*** Opening GIVEN DATA ***

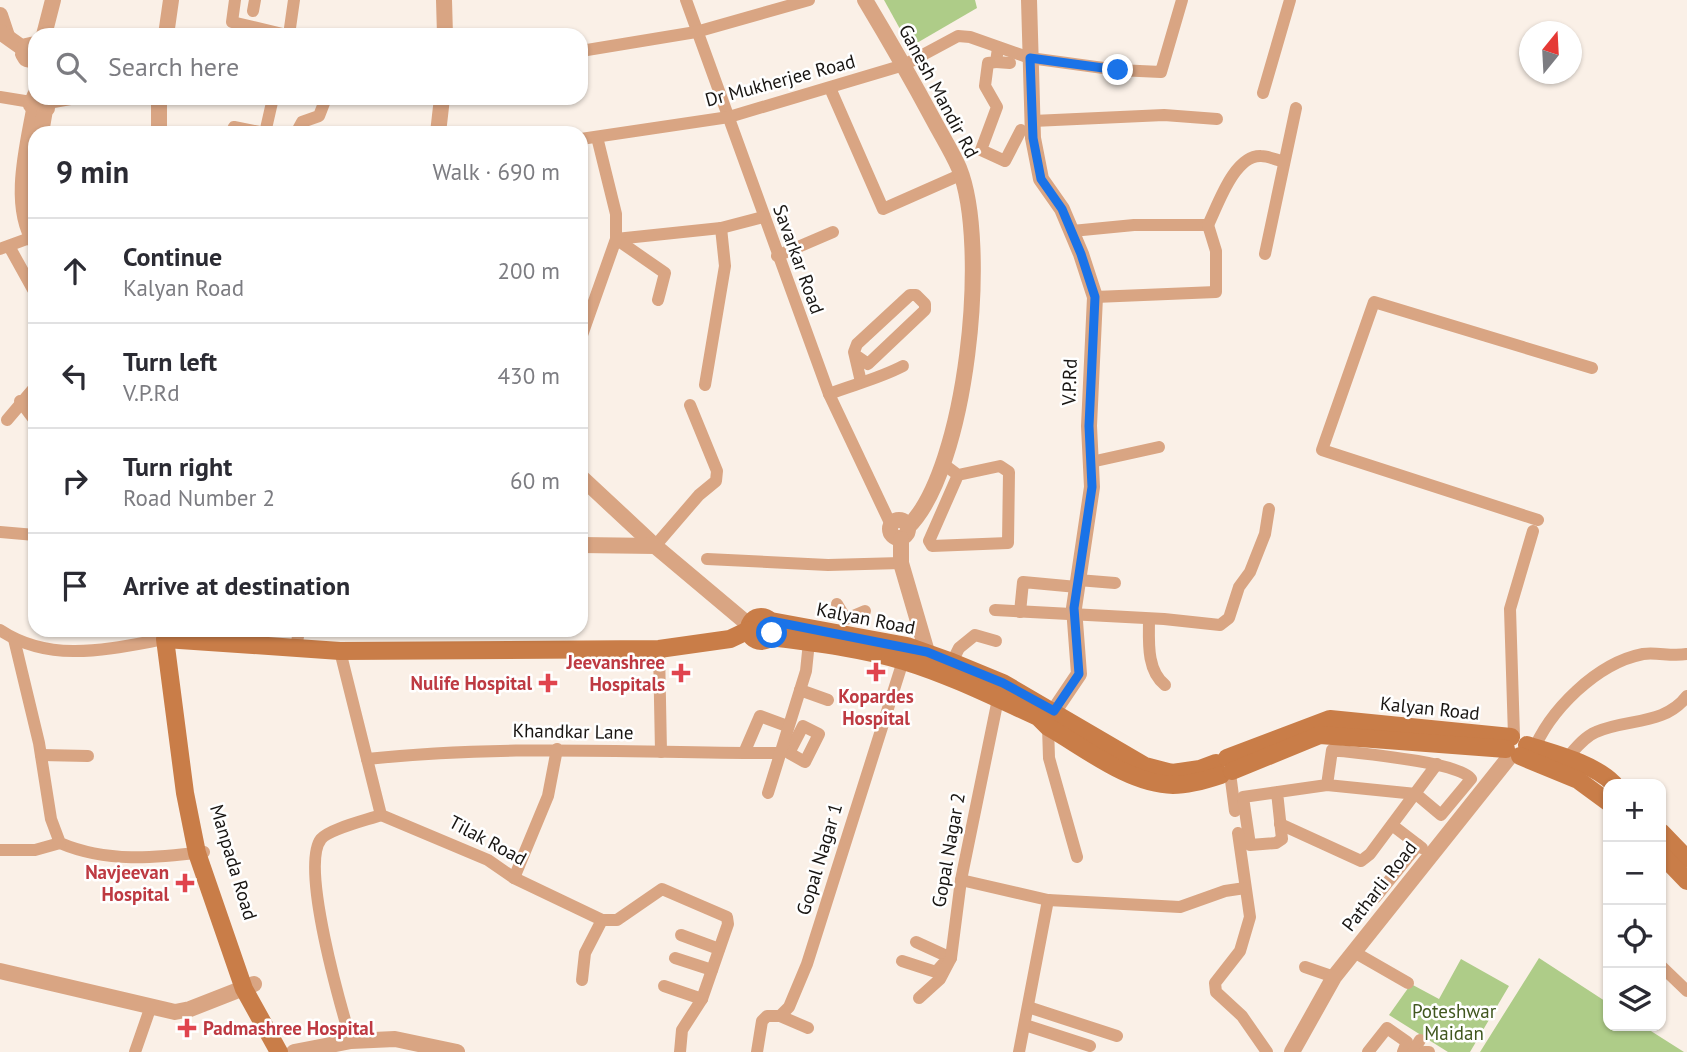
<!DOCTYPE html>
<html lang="en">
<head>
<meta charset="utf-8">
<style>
	:root { --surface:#fff; --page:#f2f2f3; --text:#2b2b33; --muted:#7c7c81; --line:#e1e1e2 }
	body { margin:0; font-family:"PT Sans",sans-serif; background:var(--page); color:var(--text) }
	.controls { position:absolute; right:21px; bottom:21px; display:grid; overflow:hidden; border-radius:14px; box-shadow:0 2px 5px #0004 }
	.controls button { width:63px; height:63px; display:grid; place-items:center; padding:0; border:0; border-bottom:2px solid var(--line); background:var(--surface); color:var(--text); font:35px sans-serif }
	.compass { position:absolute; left:1519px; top:21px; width:63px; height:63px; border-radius:50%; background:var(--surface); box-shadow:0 2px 5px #0004; rotate:18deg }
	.stop { position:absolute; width:21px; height:21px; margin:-16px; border:5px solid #1a73e8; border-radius:50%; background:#fff }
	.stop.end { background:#1a73e8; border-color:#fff; box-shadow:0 2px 7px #0008 }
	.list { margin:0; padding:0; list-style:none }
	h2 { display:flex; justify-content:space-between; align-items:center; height:91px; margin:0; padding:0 28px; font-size:30px }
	h2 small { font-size:23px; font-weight:400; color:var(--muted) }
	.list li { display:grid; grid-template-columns:46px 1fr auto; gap:21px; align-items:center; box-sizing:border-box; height:105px; padding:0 28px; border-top:2px solid var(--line) }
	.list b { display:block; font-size:26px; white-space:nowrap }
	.list p { margin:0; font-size:23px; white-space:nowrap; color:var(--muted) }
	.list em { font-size:23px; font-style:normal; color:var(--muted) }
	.icon { flex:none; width:38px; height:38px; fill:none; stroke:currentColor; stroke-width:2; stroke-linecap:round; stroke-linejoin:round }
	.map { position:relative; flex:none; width:1687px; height:1052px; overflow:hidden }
	.search { position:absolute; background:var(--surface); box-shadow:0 2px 5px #0004; left:28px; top:28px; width:560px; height:77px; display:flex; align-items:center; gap:18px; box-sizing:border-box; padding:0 24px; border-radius:21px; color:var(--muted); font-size:26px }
	.panel { position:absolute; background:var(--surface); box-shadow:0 2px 5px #0004; left:28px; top:126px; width:560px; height:511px; border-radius:21px }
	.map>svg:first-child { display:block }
</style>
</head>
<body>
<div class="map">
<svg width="1687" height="1052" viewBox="0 0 1687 1052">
	<rect width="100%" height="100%" fill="#faf0e7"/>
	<!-- green -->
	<g fill="#aecc88">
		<polygon points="884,0 975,0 977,8 910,47"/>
		<polygon points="1539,958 1608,1003 1608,1026 1643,1026 1684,1052 1480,1052"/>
		<polygon points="1461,959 1509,986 1470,1052 1448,1052 1389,1015 1411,984 1439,999"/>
	</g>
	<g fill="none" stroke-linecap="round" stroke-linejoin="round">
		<!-- minor -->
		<g stroke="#d9a583" stroke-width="12">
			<polyline points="235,0 232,22 287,35"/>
			<polyline points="686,0 829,394 891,525"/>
			<polyline points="253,11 255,0"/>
			<polyline points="289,35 294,0"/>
			<polyline points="998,48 996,62 988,63 985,86 997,107 981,150 1005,161 1021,130"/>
			<polyline points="581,51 696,32 809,0"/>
			<polyline points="996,62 1010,63"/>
			<polyline points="830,88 883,209 960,175"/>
			<polyline points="1263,93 1290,0"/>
			<polyline points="0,97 31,102"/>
			<polyline points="48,103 76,98"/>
			<polyline points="1033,121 1164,115 1217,119"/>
			<polyline points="231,133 234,127 265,133"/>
			<polyline points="265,133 273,98"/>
			<polyline points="296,133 302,122 319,116 326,98"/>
			<polyline points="581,139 729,117 904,65 958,36 970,37 1030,58 1118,70 1161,72 1182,0"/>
			<path d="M1072,231l62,-6h74c10,-20 26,-70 53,-69 7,0 15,4 22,5"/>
			<polyline points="616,239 721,228 763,217"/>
			<polyline points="616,239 665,273 658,300"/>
			<polyline points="10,248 35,293"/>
			<polyline points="0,249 35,236"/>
			<polyline points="1265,254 1296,108"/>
			<polyline points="777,256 833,232"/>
			<polyline points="1095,297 1216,292 1216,251 1208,225"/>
			<polyline points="581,338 616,239 616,214 597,137"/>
			<polyline points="855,355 868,364 925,310 925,304 916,295 910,295 857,344 854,352 861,382"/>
			<polyline points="705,385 725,266 721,228"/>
			<path d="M829,394c26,-10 49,-15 74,-28"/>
			<polyline points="20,401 35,421"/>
			<polyline points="7,420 35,387"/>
			<polyline points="1091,462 1159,447"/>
			<polyline points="942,463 958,475 1000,466 1009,472 1008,543 932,546 929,541 958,475"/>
			<polyline points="1538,520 1322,450 1374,302 1592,368"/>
			<polyline points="0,532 35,535"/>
			<polyline points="655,546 699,495 716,481 717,471 690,405"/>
			<polyline points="707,559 828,565 901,563"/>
			<polyline points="1078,580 1115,583"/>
			<polyline points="837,604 846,619 865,611"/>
			<polyline points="995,610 1164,619 1220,625 1229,618 1239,587 1250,572 1265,534 1269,509"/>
			<polyline points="1020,612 1023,582 1077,587"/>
			<path d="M1149,619c0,21 -3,51 16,66"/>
			<path d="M0,630c51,34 109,19 165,9"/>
			<path d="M14,639l25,104 12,76 9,24c47,20 95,15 144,9"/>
			<polyline points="296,649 299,630"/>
			<polyline points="659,649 661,752"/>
			<polyline points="340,651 381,815 488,860 514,878 602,920 617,920 662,889 727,917 728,924 702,999 682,1030 680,1052"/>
			<polyline points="952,662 959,648 975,635 996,641"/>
			<polyline points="800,690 828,700"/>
			<polygon points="803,726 819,734 805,762 789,753"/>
			<polyline points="1048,727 1049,758 1077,857"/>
			<polyline points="1514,736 1510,609 1533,531"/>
			<polyline points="744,753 760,716 787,726"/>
			<path d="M1532,754c17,-44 65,-91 111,-100 15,-2 29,3 44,0"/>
			<polyline points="41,755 88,756"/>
			<path d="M1567,758c8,-9 17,-21 29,-26 31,-14 68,-6 91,-36"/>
			<path d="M367,759c137,-15 273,-6 411,-6"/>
			<polyline points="1230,773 1235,811"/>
			<path d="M1277,792l5,47 -6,4 -26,2 -7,-48 84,-12 89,9 25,21 30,-36c-11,-17 -114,-26 -139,-29l-5,35"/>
			<polyline points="768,793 806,671 809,642"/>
			<polyline points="1280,824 1361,861 1370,854 1437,764"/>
			<polyline points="1392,825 1422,848"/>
			<polyline points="1238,833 1250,917 1240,951 1215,983 1216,992 1242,1016 1267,1052"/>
			<polyline points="0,850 35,850 60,843"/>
			<polyline points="514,878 548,796 557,749"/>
			<polyline points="961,880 1048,900 1180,907 1225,891 1245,888"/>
			<polyline points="1375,898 1418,845"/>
			<polyline points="681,935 719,949"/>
			<polyline points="916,942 951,958"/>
			<polyline points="1354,952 1408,983"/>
			<polyline points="675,958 712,970"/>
			<polyline points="902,961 936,972 943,964"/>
			<polyline points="1661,966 1687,991"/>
			<polyline points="1305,967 1334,977"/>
			<polyline points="582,980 585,953 602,920"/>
			<polyline points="664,986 702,999"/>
			<polyline points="919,998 940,979 951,958 961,880 998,699"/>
			<polyline points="1028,1007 1117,1036"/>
			<polyline points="780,1016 808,1028"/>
			<polyline points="1025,1025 1090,1046"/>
			<path d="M351,1041c-10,-34 -51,-175 -30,-202 8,-10 46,-19 60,-24"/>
			<polyline points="135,1052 151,1006"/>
			<polyline points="757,1052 762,1021 767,1016 780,1016 789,1007 807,964 903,661"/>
			<polyline points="1019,1052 1048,900"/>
			<polyline points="1368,1052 1387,1028 1407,1042 1403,1052"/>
			<polyline points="1413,1052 1420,1040"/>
			<polyline points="1424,1052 1429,1052"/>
		</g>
		<!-- tertiary -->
		<g stroke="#d9a583" stroke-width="16">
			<polyline points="444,0 445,35"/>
			<path d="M865,0c24,40 47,80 69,121 8,15 18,31 25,47 31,76 8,301 -51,359"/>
			<polyline points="1029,0 1033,138 1041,179 1062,209 1081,254 1095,297 1089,426 1092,487 1074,608 1079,674 1054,711"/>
			<polyline points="0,15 7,36"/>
			<polyline points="0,32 24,49"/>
			<polyline points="44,35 53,0"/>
			<polyline points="166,35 171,0"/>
			<polyline points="35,44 26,46 23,54 26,59 35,61"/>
			<polyline points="35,95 31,105 36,111 47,108 47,98"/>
			<polyline points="159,98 159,133"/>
			<path d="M34,110c-7,38 -22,97 1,132"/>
			<polyline points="41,133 45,110"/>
			<polyline points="438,133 442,98"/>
			<polyline points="581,477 655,546 749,625"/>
			<circle cx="899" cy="529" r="9"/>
			<polyline points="901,539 901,563 927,652"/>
			<polyline points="581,545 655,546"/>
			<polyline points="0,971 175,1012 190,1009 254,984"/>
			<polyline points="294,1052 351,1041 395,1039 457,1052"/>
			<polyline points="1292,1052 1334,977 1511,755"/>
		</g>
		<!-- secondary -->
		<g stroke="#c97d48" stroke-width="18">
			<circle cx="761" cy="629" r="12"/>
			<polyline points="771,621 907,646 952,662 1003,683 1145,766 1172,773 1200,769 1216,763"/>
			<path d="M770,637c45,6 90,11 134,24 46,14 90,36 134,56l10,10c37,21 81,57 125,58 17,0 33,-5 48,-10"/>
			<path d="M1527,745c28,9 66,18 87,39"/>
			<polyline points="1520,756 1578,780 1608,802"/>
			<polyline points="1227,758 1330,719 1511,737"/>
			<polyline points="1232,771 1320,735 1506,749"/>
			<polyline points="1661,832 1687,859"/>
			<polyline points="1661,854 1687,881"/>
			<polyline points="279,1052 244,989 197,853 185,793 165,639 340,651 659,649 730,639 749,630"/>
		</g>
	</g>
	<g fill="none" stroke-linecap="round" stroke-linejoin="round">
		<!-- route -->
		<polyline stroke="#1a73e8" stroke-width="9" points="772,633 771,621 927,652 1003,683 1054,711 1079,674 1074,608 1092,487 1089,426 1095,297 1081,254 1062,209 1041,179 1033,138 1030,58 1118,70"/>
	</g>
	<!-- markers -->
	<g fill="#e0444e" stroke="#fff" stroke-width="2.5">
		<path d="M872.5 661.5h7v7h7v7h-7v7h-7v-7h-7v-7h7z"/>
		<path d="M677.5 662.5h7v7h7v7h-7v7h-7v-7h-7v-7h7z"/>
		<path d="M544.5 672.5h7v7h7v7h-7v7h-7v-7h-7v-7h7z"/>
		<path d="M181.5 872.5h7v7h7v7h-7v7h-7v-7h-7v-7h7z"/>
		<path d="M183.5 1017.5h7v7h7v7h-7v7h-7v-7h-7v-7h7z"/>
	</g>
	<g text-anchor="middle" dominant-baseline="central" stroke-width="5" stroke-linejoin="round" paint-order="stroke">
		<!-- street labels -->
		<g font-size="19" fill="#181512" stroke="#fff">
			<text transform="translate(780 80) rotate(-15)">Dr Mukherjee Road</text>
			<text transform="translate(939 91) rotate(62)">Ganesh Mandir Rd</text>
			<text transform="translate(799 259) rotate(70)">Savarkar Road</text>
			<text transform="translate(1069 382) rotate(-88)">V.P.Rd</text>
			<text transform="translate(866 618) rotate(11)">Kalyan Road</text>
			<text transform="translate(1430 708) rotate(6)">Kalyan Road</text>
			<text transform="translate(573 731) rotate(1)">Khandkar Lane</text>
			<text transform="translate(488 840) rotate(28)">Tilak Road</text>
			<text transform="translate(948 850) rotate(-80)">Gopal Nagar 2</text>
			<text transform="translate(819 859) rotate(-73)">Gopal Nagar 1</text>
			<text transform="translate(234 862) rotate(73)">Manpada Road</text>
			<text transform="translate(1379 886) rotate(-52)">Patharli Road</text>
		</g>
		<!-- health labels -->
		<g font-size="19" font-weight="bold" fill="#be3a42" stroke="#fff" text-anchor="end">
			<text x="665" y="662">Jeevanshree<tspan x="665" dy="22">Hospitals</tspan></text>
			<text x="532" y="683">Nulife Hospital</text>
			<text x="876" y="696" text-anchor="middle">Kopardes<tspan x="876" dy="22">Hospital</tspan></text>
			<text x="169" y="872">Navjeevan<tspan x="169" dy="22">Hospital</tspan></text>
			<text x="203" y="1028" text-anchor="start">Padmashree Hospital</text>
		</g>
		<!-- park labels -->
		<g font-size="19" fill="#41571f" stroke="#fff">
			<text x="1454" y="1011">Poteshwar<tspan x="1454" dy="22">Maidan</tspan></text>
		</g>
	</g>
</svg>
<div class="controls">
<button>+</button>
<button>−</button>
<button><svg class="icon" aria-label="locate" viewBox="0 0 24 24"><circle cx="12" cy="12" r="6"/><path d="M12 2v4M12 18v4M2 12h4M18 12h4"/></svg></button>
<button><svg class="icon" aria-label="layers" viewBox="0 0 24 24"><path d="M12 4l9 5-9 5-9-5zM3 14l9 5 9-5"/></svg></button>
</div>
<svg class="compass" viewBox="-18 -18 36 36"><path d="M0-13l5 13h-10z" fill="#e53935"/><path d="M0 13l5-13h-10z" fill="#7c7c81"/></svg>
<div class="stop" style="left:772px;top:633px"></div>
<div class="stop end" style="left:1118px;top:70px"></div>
<div class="search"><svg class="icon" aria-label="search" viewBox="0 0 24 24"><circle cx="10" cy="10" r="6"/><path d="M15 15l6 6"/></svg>Search here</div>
<section class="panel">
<h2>9 min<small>Walk · 690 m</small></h2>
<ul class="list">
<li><svg class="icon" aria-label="ahead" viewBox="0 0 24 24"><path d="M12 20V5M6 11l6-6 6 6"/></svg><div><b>Continue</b><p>Kalyan Road</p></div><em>200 m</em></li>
<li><svg class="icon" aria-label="left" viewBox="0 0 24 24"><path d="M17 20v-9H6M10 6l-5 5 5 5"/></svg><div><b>Turn left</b><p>V.P.Rd</p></div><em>430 m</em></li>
<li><svg class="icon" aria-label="right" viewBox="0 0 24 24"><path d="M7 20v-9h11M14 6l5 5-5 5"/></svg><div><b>Turn right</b><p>Road Number 2</p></div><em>60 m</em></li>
<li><svg class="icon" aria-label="arrive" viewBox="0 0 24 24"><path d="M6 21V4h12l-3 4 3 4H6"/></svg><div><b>Arrive at destination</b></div></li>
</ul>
</section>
</div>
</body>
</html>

*** Closing GIVEN DATA ***

▶ _PROBLEM STATEMENT_
Find and copy each line above holding "compass".

▶ _RESPONSE AREA_
	.compass { position:absolute; left:1519px; top:21px; width:63px; height:63px; border-radius:50%; background:var(--surface); box-shadow:0 2px 5px #0004; rotate:18deg }
<svg class="compass" viewBox="-18 -18 36 36"><path d="M0-13l5 13h-10z" fill="#e53935"/><path d="M0 13l5-13h-10z" fill="#7c7c81"/></svg>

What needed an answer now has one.